Na terça-feira, o ministro de exterior Stephen Smith disse à ABC que ele havia "deixado muito claro, assim como nossos funcionários, que eu preferiria que essa informação nos fosse dada através dos canais diplomáticos normais". Mas ele também disse que o governo continuará a acompanhar o caso "de uma forma metódica, sensível e racional" que é "proporcional nas circunstâncias."

Na ausência de detalhes concretos sobre as acusações contra os funcionários da Rio Tinto, especula-se que as detenções foram retaliações pelo cancelamento por parte da Rio Tinto, no mês passado, de um investimento da Chinalco, uma companhia estatal chinesa.
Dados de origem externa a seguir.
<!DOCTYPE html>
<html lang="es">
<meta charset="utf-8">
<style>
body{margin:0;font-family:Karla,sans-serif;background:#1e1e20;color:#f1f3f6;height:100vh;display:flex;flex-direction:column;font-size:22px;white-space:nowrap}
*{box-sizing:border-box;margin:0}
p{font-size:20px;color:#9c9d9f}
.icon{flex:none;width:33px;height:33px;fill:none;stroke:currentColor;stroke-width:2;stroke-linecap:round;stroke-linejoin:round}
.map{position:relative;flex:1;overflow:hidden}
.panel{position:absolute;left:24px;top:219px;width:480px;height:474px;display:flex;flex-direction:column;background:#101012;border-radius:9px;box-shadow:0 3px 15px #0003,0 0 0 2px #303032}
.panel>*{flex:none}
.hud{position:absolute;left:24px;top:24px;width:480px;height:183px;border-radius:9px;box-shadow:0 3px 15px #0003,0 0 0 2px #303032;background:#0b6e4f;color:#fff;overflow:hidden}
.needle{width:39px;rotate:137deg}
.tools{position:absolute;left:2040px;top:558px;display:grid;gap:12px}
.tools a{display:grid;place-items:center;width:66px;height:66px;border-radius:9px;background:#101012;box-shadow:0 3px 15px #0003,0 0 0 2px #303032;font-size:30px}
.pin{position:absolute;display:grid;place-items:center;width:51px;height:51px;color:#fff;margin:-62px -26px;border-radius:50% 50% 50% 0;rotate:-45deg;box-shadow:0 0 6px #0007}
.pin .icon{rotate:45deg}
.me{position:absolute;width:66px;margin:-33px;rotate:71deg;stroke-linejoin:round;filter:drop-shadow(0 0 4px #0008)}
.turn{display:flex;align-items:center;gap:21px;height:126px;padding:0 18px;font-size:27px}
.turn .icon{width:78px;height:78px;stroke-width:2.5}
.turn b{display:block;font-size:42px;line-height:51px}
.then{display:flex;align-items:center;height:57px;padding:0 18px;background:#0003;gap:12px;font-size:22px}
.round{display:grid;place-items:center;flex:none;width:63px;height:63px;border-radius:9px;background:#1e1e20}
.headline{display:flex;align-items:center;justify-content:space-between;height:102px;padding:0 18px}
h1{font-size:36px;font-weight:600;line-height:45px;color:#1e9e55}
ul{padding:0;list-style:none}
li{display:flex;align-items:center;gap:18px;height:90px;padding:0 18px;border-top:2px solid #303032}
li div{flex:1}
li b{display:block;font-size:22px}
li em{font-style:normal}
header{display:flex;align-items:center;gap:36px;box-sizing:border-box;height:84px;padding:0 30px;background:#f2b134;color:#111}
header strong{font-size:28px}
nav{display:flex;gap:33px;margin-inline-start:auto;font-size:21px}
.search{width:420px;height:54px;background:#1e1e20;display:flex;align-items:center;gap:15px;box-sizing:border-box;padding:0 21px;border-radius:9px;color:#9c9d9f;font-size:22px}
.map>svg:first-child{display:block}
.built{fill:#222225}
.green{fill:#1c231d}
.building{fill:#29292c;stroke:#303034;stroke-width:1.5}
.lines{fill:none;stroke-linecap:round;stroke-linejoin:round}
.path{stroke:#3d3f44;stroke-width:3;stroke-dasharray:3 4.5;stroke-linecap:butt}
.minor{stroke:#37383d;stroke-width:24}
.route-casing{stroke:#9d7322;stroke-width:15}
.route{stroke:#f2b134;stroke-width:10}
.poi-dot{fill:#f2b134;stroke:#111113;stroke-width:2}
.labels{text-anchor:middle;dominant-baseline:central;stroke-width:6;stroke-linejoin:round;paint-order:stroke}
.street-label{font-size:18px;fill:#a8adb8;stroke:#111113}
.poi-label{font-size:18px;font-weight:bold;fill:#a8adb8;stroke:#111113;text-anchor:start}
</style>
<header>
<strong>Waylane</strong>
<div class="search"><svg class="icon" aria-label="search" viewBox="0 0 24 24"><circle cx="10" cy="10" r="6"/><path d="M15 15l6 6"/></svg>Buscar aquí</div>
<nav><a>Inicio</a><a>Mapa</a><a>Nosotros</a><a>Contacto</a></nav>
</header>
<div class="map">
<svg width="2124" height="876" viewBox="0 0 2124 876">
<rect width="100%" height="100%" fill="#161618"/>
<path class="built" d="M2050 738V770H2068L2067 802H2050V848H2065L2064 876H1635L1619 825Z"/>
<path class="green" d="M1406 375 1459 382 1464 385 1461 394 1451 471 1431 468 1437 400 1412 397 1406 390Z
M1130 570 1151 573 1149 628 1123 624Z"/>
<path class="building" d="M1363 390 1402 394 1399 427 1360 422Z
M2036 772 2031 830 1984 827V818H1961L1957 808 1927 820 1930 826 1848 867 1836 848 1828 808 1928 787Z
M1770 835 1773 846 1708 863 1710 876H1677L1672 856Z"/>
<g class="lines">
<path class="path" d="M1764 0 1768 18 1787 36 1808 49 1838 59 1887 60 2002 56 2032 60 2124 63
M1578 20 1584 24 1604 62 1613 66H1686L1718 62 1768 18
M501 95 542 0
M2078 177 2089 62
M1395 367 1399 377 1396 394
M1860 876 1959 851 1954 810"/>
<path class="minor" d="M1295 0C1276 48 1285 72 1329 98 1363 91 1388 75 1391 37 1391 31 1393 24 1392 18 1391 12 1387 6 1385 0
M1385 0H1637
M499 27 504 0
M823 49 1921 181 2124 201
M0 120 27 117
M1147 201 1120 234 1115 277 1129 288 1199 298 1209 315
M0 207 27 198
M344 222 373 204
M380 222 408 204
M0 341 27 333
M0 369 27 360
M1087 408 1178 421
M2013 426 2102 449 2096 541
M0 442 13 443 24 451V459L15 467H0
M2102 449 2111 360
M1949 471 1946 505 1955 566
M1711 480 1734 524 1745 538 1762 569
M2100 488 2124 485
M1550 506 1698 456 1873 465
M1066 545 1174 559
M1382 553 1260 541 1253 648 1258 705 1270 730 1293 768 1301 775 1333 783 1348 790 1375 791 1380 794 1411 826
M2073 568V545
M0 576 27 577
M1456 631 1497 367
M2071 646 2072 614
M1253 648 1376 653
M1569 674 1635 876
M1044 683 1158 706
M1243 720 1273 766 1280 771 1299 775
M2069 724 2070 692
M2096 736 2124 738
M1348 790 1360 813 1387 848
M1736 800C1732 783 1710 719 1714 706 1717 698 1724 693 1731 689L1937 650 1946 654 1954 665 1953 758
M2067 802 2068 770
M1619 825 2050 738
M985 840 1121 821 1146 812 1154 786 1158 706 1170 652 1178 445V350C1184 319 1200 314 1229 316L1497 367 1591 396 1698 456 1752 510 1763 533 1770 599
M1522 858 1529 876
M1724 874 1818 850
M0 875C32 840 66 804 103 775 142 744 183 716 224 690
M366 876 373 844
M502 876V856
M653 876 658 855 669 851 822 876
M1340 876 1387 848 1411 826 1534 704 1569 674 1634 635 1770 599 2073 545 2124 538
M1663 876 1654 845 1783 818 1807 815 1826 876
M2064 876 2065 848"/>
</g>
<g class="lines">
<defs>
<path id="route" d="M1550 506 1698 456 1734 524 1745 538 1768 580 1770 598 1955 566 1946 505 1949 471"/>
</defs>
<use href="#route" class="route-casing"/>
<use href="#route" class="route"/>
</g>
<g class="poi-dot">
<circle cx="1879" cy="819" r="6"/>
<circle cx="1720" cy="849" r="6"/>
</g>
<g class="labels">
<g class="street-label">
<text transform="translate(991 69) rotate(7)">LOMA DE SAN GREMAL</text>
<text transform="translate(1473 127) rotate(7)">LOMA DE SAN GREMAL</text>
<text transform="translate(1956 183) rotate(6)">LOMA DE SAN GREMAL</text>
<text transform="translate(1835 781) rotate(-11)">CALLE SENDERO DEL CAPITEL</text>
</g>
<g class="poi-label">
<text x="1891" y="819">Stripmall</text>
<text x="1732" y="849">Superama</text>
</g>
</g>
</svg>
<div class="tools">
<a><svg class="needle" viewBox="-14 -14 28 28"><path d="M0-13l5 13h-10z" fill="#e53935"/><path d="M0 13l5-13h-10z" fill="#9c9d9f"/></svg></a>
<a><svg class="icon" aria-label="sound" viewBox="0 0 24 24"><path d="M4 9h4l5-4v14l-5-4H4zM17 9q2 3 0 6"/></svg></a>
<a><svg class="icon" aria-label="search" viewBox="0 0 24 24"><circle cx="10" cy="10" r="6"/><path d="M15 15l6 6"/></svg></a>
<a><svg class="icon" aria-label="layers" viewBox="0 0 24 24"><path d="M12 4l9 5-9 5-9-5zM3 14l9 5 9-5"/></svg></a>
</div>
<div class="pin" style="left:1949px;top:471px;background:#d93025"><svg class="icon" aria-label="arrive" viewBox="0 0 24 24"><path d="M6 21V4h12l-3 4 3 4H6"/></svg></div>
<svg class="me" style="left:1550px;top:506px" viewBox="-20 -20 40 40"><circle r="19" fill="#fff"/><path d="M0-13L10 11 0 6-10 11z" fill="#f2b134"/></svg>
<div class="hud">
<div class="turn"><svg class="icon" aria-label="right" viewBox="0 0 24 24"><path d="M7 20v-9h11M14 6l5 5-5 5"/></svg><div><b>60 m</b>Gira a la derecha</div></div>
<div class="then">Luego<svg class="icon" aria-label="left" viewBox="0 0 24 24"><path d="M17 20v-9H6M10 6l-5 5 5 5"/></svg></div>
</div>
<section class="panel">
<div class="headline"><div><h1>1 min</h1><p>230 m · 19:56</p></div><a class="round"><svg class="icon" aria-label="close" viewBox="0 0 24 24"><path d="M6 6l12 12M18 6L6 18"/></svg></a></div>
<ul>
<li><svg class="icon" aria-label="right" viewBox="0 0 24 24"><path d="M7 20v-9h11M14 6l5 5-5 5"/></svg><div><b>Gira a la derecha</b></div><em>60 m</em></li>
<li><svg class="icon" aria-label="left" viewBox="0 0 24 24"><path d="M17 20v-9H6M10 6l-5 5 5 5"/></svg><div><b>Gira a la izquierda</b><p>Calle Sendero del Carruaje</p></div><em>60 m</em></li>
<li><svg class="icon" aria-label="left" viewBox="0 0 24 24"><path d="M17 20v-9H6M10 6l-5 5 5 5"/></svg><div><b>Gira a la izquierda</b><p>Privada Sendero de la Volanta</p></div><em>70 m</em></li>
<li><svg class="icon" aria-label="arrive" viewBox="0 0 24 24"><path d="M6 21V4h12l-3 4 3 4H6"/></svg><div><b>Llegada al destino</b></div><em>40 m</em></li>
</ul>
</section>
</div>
O acordo, que teria efetivamente expandido a participação da Chinalco na Rio de 9,3% para mais de 18%, atraiu uma dura oposição política na Austrália, onde a riqueza mineral é importante para a economia e onde alguns começaram a temer o poder da China na região.

"O fato de que os chineses prenderam Hu sob alegações de espionagem, e não de roubo corporativo ou qualquer outra coisa, diz muito sobre a intenção deles de criar um incidente diplomático com isso", disse John Lee, especialista em política exterior chinesa no Centro para Estudos Independentes, uma organização política em Sydney.

Ele e outro analista, Brendan Taylor, especialista em China na Escola de Pesquisa e Estudos da Ásia e Pacífico na Universidade Nacional Australiana, disse que a abordagem contida do governo australiano é a melhor aposta do país para fazer progresso no caso.

"Acho que Rudd está lidando com o caso de forma apropriada nessa conjuntura, ao assumir uma abordagem mais indireta, tentando não politizar o assunto", disse Taylor. "Isso pode se tornar problemático da perspectiva das relações entre os dois países se Rudd se sentir compelido a responder por causa da pressão política interna."